Em sessão histórica, o Conselho Nacional de Auto-Regulamentação Publicitária (Conar) decidiu, na semana passada, suspender dois anúncios da Petrobras. As peças divulgavam a idéia falsa de que a estatal tem contribuído para a qualidade ambiental e o desenvolvimento sustentável do país. A decisão abre precedente para uma mudança no comportamento do mercado publicitário. Em sua defesa, os representantes da agência DPZ e da própria Petrobras argumentaram que a resolução do Conama não determina a diminuição da quantidade de enxofre no diesel comercializado no País, afirmando que a empresa atua de forma “lícita e regulamentada” e que o “diesel não é o único responsável pela poluição veicular”. Sérgio Fontes, da área de abastecimento da Petrobras, chegou a dizer que a qualidade do ar em São Paulo “é aceitável e que as mortes são de outra natureza”.

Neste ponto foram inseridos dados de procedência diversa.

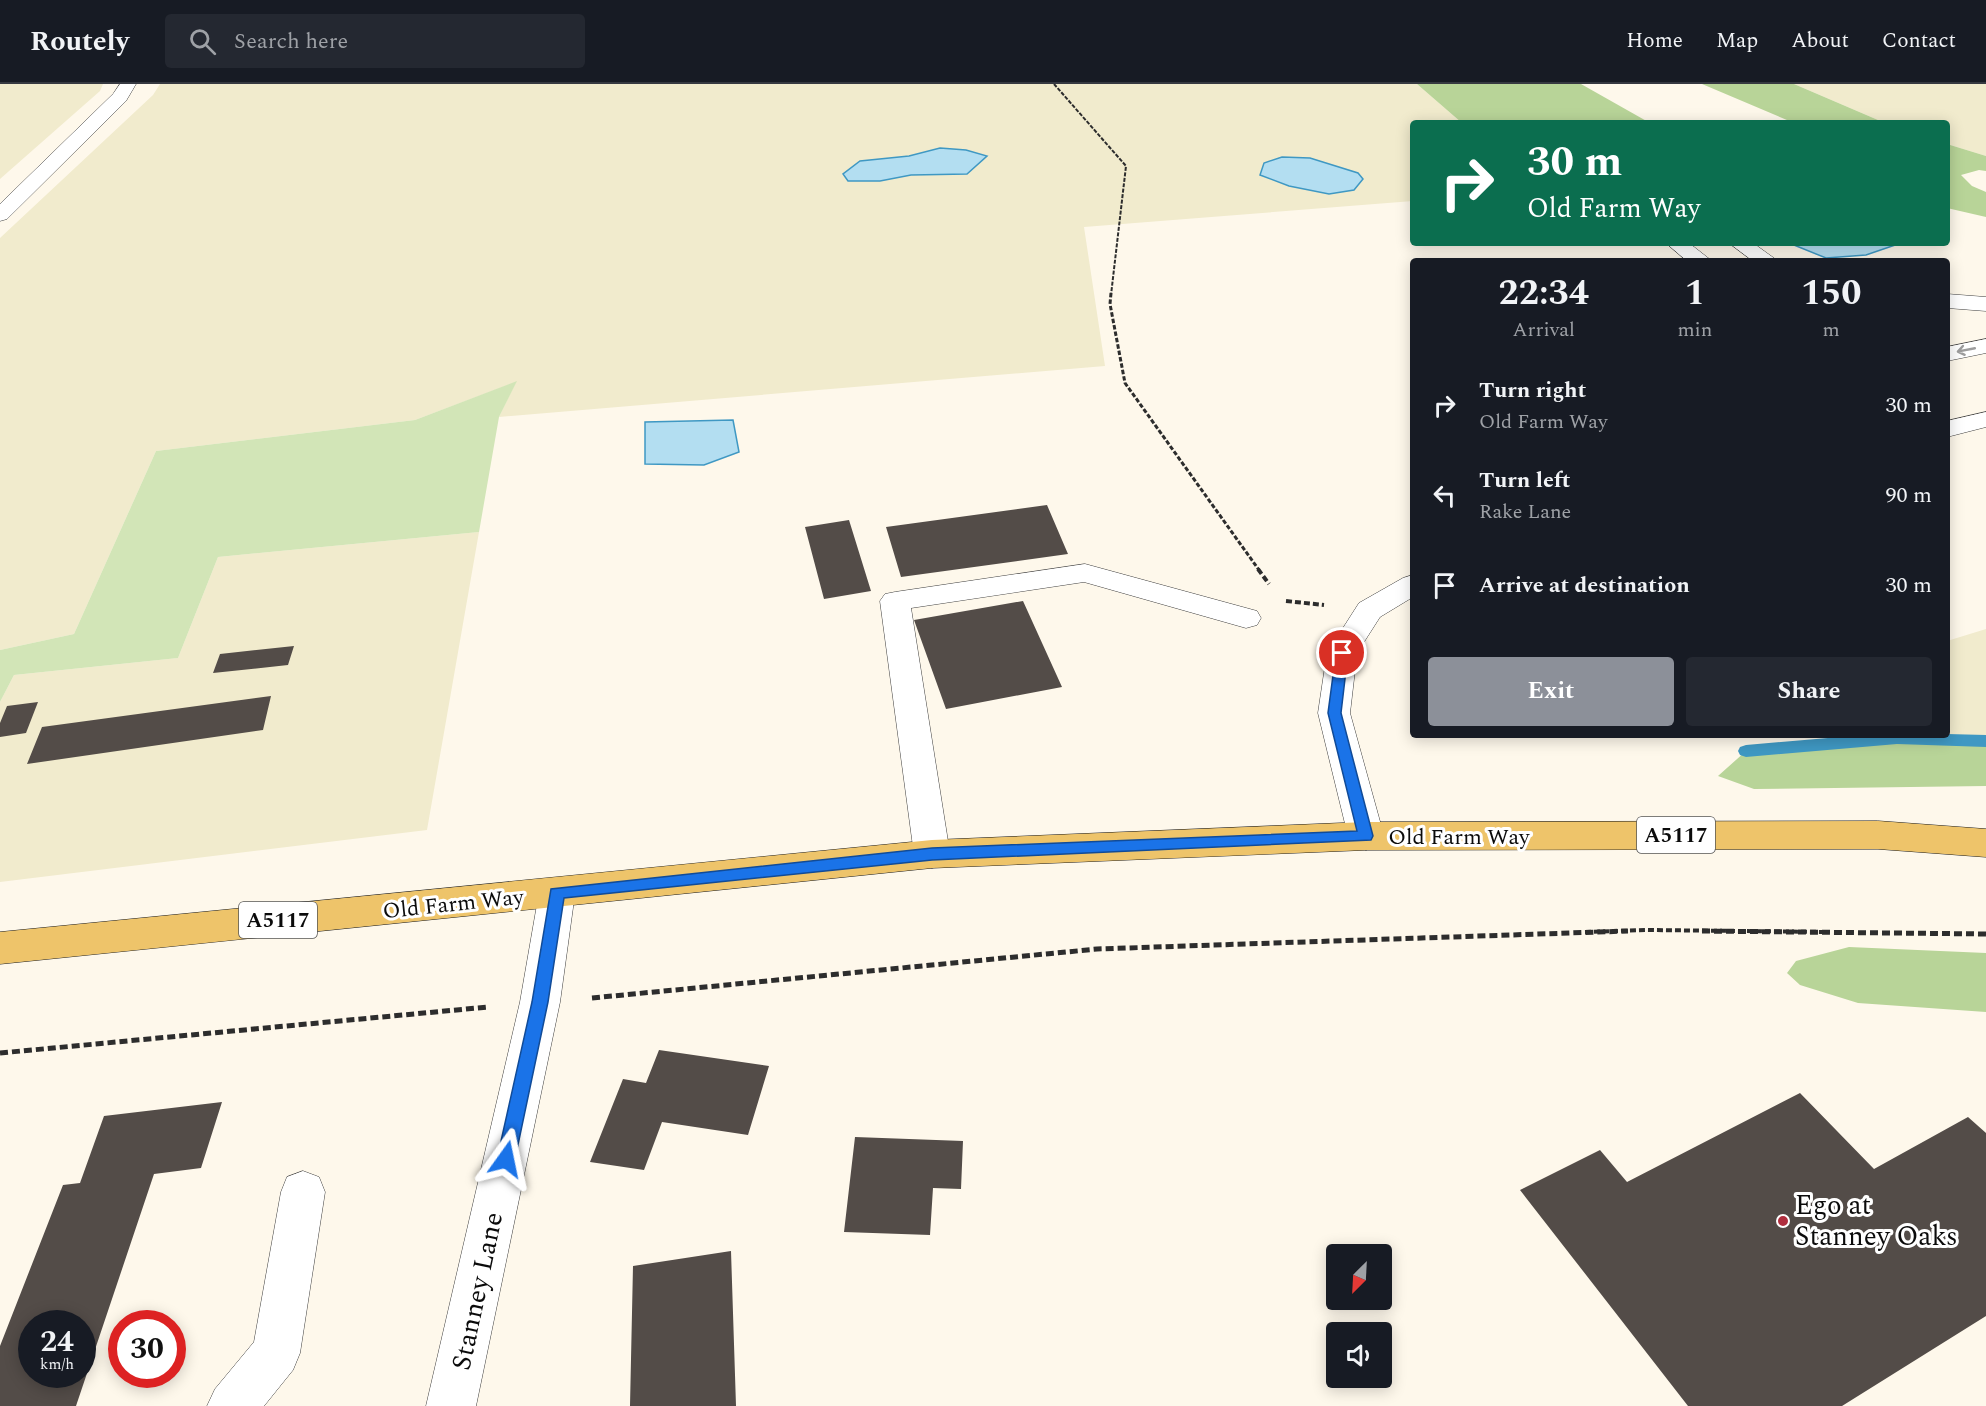 <!DOCTYPE html>
<style>
body{margin:0;font-family:Spectral,serif;background:#242831;color:#f1f3f6;height:100vh;display:flex;flex-direction:column;font-size:22px;white-space:nowrap}
*{box-sizing:border-box;margin:0}
p{font-size:20px;color:#9ea1a6}
.icon{flex:none;width:33px;height:33px;fill:none;stroke:currentColor;stroke-width:2;stroke-linecap:round;stroke-linejoin:round}
.map{position:relative;flex:1;overflow:hidden}
.details{position:absolute;left:1410px;top:174px;width:540px;height:480px;display:flex;flex-direction:column;background:#171b24;border-radius:6px;box-shadow:0 3px 15px #0003}
.details>*{flex:none}
.top-card{position:absolute;left:1410px;top:36px;width:540px;height:126px;border-radius:6px;box-shadow:0 3px 15px #0003;background:#0b6e4f;color:#fff;overflow:hidden}
.needle{width:39px;rotate:204deg}
.fabs{position:absolute;left:1326px;top:1160px;display:grid;gap:12px}
.fabs a{display:grid;place-items:center;width:66px;height:66px;border-radius:6px;background:#171b24;box-shadow:0 3px 15px #0003;font-size:30px}
.speed{position:absolute;left:18px;top:1226px;display:flex;gap:12px;font-size:30px;font-weight:700;text-align:center}
.speed>*{display:grid;place-content:center;width:78px;height:78px;border-radius:50%;background:#171b24;box-shadow:0 3px 15px #0003;line-height:1}
.speed small{font-size:15px;font-weight:400}
.speed .limit{border:9px solid #d22;background:#fff;color:#111}
.pin{position:absolute;display:grid;place-items:center;width:51px;height:51px;color:#fff;margin:-26px;border:3px solid #fff;border-radius:50%;box-shadow:0 2px 6px #0007}
.me{position:absolute;width:66px;margin:-33px;rotate:12deg;stroke-linejoin:round;filter:drop-shadow(0 0 4px #0008)}
.turn{display:flex;align-items:center;gap:21px;height:126px;padding:0 18px;font-size:27px}
.turn .icon{width:78px;height:78px;stroke-width:2.5}
.turn b{display:block;font-size:42px;line-height:51px}
.eta{display:flex;justify-content:space-evenly;align-items:center;height:102px;text-align:center}
.eta b{font-size:36px;font-weight:700;line-height:42px}
.action{display:flex;gap:12px;margin-top:auto;padding:12px 18px}
.action a{flex:1;height:69px;border-radius:6px;background:#8c9099;color:#fff;font-size:24px;font-weight:700;line-height:69px;text-align:center}
.action a+a{background:#242831;color:#f1f3f6}
ul{padding:0;list-style:none}
li{display:flex;align-items:center;gap:18px;height:90px;padding:0 18px}
li div{flex:1}
li b{display:block;font-size:22px}
li em{font-style:normal}
header{display:flex;align-items:center;gap:36px;box-sizing:border-box;height:84px;padding:0 30px;background:#171b24;border-bottom:2px solid #363941}
header strong{font-size:28px}
nav{display:flex;gap:33px;margin-inline-start:auto;font-size:21px}
.search{width:420px;height:54px;background:#242831;display:flex;align-items:center;gap:15px;box-sizing:border-box;padding:0 21px;border-radius:6px;color:#9ea1a6;font-size:22px}
.map>svg:first-child{display:block}
.farmland{fill:#f1ebcd}
.green{fill:#d2e5b7}
.forest{fill:#b8d498}
.water{fill:#b3def1;stroke:#3f98c3;stroke-width:1.5}
.lines{fill:none;stroke-linecap:round;stroke-linejoin:round}
.stream{fill:#3f98c3;fill-rule:evenodd}
.building{fill:#534c48;fill-rule:evenodd}
.minor-casing{stroke:#3e3e3e;stroke-width:1}
.major-casing{stroke:#1c1c1c;stroke-width:1}
.path-far3{stroke:#2d2d2d;stroke-width:2;stroke-dasharray:4 1.5;stroke-linecap:butt}
.path-far2{stroke:#2d2d2d;stroke-width:3;stroke-dasharray:4.5 2;stroke-linecap:butt}
.path-far1{stroke:#2d2d2d;stroke-width:4;stroke-dasharray:6 3;stroke-linecap:butt}
.path{stroke:#2d2d2d;stroke-width:5;stroke-dasharray:8 4;stroke-linecap:butt}
.minor{fill:#fff;fill-rule:evenodd}
.major{fill:#eec46a;fill-rule:evenodd}
.oneway{stroke:#9d9d9d}
.route{fill:#1a73e8;stroke:#114b97;stroke-width:1.5}
.poi-dot{fill:#b02e3e;stroke:#fff;stroke-width:2}
.labels{text-anchor:middle;stroke-width:6;stroke-linejoin:round;paint-order:stroke}
.shield{fill:#fff;stroke:#545454;stroke-width:1.5}
.shield-label{font-size:21px;font-weight:bold;fill:#0b0b0b}
.street-label{font-size:22px;fill:#0b0b0b;stroke:#fff}
.near-poi-label{font-size:27px;fill:#0b0b0b;stroke:#fff;text-anchor:start}
.near-street-label{font-size:27px;fill:#0b0b0b;stroke:#fff}
</style>
<header>
<strong>Routely</strong>
<div class="search"><svg class="icon" aria-label="search" viewBox="0 0 24 24"><circle cx="10" cy="10" r="6"/><path d="M15 15l6 6"/></svg>Search here</div>
<nav><a>Home</a><a>Map</a><a>About</a><a>Contact</a></nav>
</header>
<div class="map">
<svg width="1986" height="1322" viewBox="0 0 1986 1322">
<rect width="100%" height="100%" fill="#fef8eb"/>
<path class="farmland" d="M0,0H103L100,7L0,95Z
M160,0H1417L1462,39H1413V117L1084,143L1105,282L499,333L516,298L415,336L156,367L74,550L0,566V154L153,11Z
M1794,0H1986V72L1947,60V39H1885Z
M479,448L427,746L0,798V618L14,591L178,574L218,473Z
M1986,545V657L1897,654L1894,651H1947V557Z"/>
<path class="green" d="M517,297L499,333L479,448L218,473L178,574L14,591L0,618V566L74,550L156,367L415,336Z"/>
<path class="forest" d="M1417,0H1581L1650,39H1462Z
M1702,0H1794L1885,39H1794Z
M1947,60L1986,72V87L1979,86L1961,91L1972,102L1986,108V133L1947,124Z
M1897,654L1986,657V702L1754,705L1718,692L1746,667Z
M1849,863L1986,869V928L1858,919L1800,901L1787,889L1796,877Z"/>
<path class="water" d="M940,64L966,66L987,72L967,90L911,91L880,97H848L843,90L860,77L909,72Z
M1282,73L1310,74L1358,89L1363,95L1354,106L1329,110L1289,102L1260,91L1264,79Z
M1789,159H1901L1866,171L1826,174Z
M733,336L739,368L704,381L645,380V338Z"/>
<g class="lines">
<path class="stream" d="M1947,650L1986,651V663L1897,660L1746,673L1740,671L1738,667L1740,663L1746,661L1863,651Z"/>
</g>
<path class="building" d="M1047,421L1068,470L901,493L886,443Z
M849,436L871,507L824,515L805,443Z
M1023,517L1062,603L946,625L914,536Z
M294,562L288,581L213,589L220,570Z
M271,612L263,646L27,680L42,643Z
M38,618L26,649L0,653V639L7,622Z
M659,966L769,982L748,1051L662,1038L644,1086L590,1078L623,995L646,999Z
M1800,1009L1874,1085L1968,1033L1986,1049V1232L1842,1322H1688L1520,1106L1600,1066L1627,1098Z
M222,1018L201,1084L154,1090L76,1322H0V1262L63,1101L80,1099L104,1032ZM32,1239H82V1290H32Z
M855,1053L963,1057L961,1105L933,1104L930,1151L844,1148Z
M731,1167L736,1322H630L633,1182Z"/>
<g class="lines">
<g class="minor-casing">
<path id="minor" d="M120,0H136L126,17L7,135L0,137V120L113,10Z
M1666,159H1689L1712,177H1687Z
M1729,159H1753L1778,177H1753Z
M1947,210L1986,213V227L1947,224Z
M1986,255V269L1947,277V263Z
M1986,328V343L1947,353V337Z
M1085,480L1257,527L1261,534L1257,541L1246,544L1084,498L911,524L950,770L945,780L932,784L919,780L914,770L880,517L885,510L895,508Z
M1413,491V513L1380,533L1357,569L1350,629L1384,752L1378,762L1366,766L1354,762L1348,752L1318,629L1327,569L1359,519L1403,494Z
M557,794L570,799L575,809L560,918L476,1322H426L520,918L539,809L544,799Z
M303,1087L319,1093L325,1108L300,1269L293,1286L264,1322H207L215,1305L254,1258L281,1108L287,1093Z"/>
</g>
<g class="major-casing">
<path id="major" d="M1878,737L1986,745V773L1878,765L1366,766L932,784L0,880V848L932,756L1366,738Z"/>
</g>
<path class="path-far3" d="M1054,0L1126,82L1111,211"/>
<path class="path-far2" d="M1111,209L1110,220L1125,299L1259,486"/>
<path class="path-far1" d="M1258,485L1269,500
M1286,517L1324,521
M1585,848L1647,846L1829,848"/>
<path class="path" d="M1702,847L1986,850
M592,914L1097,865L1628,847
M0,969L488,923"/>
<use href="#minor" class="minor"/>
<use href="#major" class="major"/>
</g>
<defs><path id="oneway-shaft" d="M-6 0H5M1.5-3L5.5 0L1.5 3" fill="none" stroke-width="1.6" stroke-linecap="round" stroke-linejoin="round" transform="scale(1.5)"/></defs>
<use class="oneway" href="#oneway-shaft" transform="translate(1966 266) rotate(169)"/>
<path class="route" d="M1342,565L1348,569L1341,629L1373,752L1371,756L932,776L564,814L548,918L515,1075L512,1081L506,1084L499,1081L497,1075L532,918L551,805L932,764L1357,747L1328,629L1336,569Z"/>
<circle class="poi-dot" cx="1783" cy="1137" r="6"/>
<g class="labels">
<g class="shield">
<rect x="1637" y="733" width="78" height="36" rx="4.5"/>
<rect x="239" y="818" width="78" height="36" rx="4.5"/>
</g>
<g class="shield-label">
<text x="1676" y="758">A5117</text>
<text x="278" y="843">A5117</text>
</g>
<g class="street-label">
<text x="1459" y="760">Old Farm Way</text>
<text transform="translate(453 819) rotate(-6)" y="8">Old Farm Way</text>
</g>
<g class="near-poi-label">
<text x="1795" y="1130">Ego at<tspan x="1795" dy="31">Stanney Oaks</tspan></text>
</g>
<g class="near-street-label">
<text transform="translate(477 1207) rotate(-78)" y="9">Stanney Lane</text>
</g>
</g>
</svg>
<div class="fabs">
<a><svg class="needle" viewBox="-14 -14 28 28"><path d="M0-13l5 13h-10z" fill="#e53935"/><path d="M0 13l5-13h-10z" fill="#9ea1a6"/></svg></a>
<a><svg class="icon" aria-label="sound" viewBox="0 0 24 24"><path d="M4 9h4l5-4v14l-5-4H4zM17 9q2 3 0 6"/></svg></a>
</div>
<div class="speed"><div>24<small>km/h</small></div><div class="limit">30</div></div>
<div class="pin" style="left:1342px;top:569px;background:#d93025"><svg class="icon" aria-label="arrive" viewBox="0 0 24 24"><path d="M6 21V4h12l-3 4 3 4H6"/></svg></div>
<svg class="me" style="left:506px;top:1075px" viewBox="-20 -20 40 40"><path d="M0-17L14 15 0 8-14 15z" fill="#1a73e8" stroke="#fff" stroke-width="4"/></svg>
<div class="top-card">
<div class="turn"><svg class="icon" aria-label="right" viewBox="0 0 24 24"><path d="M7 20v-9h11M14 6l5 5-5 5"/></svg><div><b>30 m</b>Old Farm Way</div></div>
</div>
<section class="details">
<div class="eta">
<div><b>22:34</b><p>Arrival</p></div>
<div><b>1</b><p>min</p></div>
<div><b>150</b><p>m</p></div>
</div>
<ul>
<li><svg class="icon" aria-label="right" viewBox="0 0 24 24"><path d="M7 20v-9h11M14 6l5 5-5 5"/></svg><div><b>Turn right</b><p>Old Farm Way</p></div><em>30 m</em></li>
<li><svg class="icon" aria-label="left" viewBox="0 0 24 24"><path d="M17 20v-9H6M10 6l-5 5 5 5"/></svg><div><b>Turn left</b><p>Rake Lane</p></div><em>90 m</em></li>
<li><svg class="icon" aria-label="arrive" viewBox="0 0 24 24"><path d="M6 21V4h12l-3 4 3 4H6"/></svg><div><b>Arrive at destination</b></div><em>30 m</em></li>
</ul>
<div class="action"><a>Exit</a><a>Share</a></div>
</section>
</div>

A declaração foi contestada pelo médico Paulo Saldiva: “Para nós, médicos, a qualidade do ar não é aceitável. Nosso estudo segue a metodologia recomendada pela Organização Mundial de Saúde, que é taxativa ao declarar a morte de dois milhões de pessoas em todo o mundo por causa da poluição atmosférica”. “O resultado do julgamento é um marco na história do Conar, que optou por não compactuar com a morte de três mil pessoas por ano só na capital paulista”, comemorou o representante do Movimento Nossa São Paulo, Oded Grajew. “É a escolha entre a vida e a morte. A empresa não pode provocar confusão na cabeça das pessoas com uma publicidade que distorce a realidade”, completou o diretor de campanhas do Greenpeace, Marcelo Furtado.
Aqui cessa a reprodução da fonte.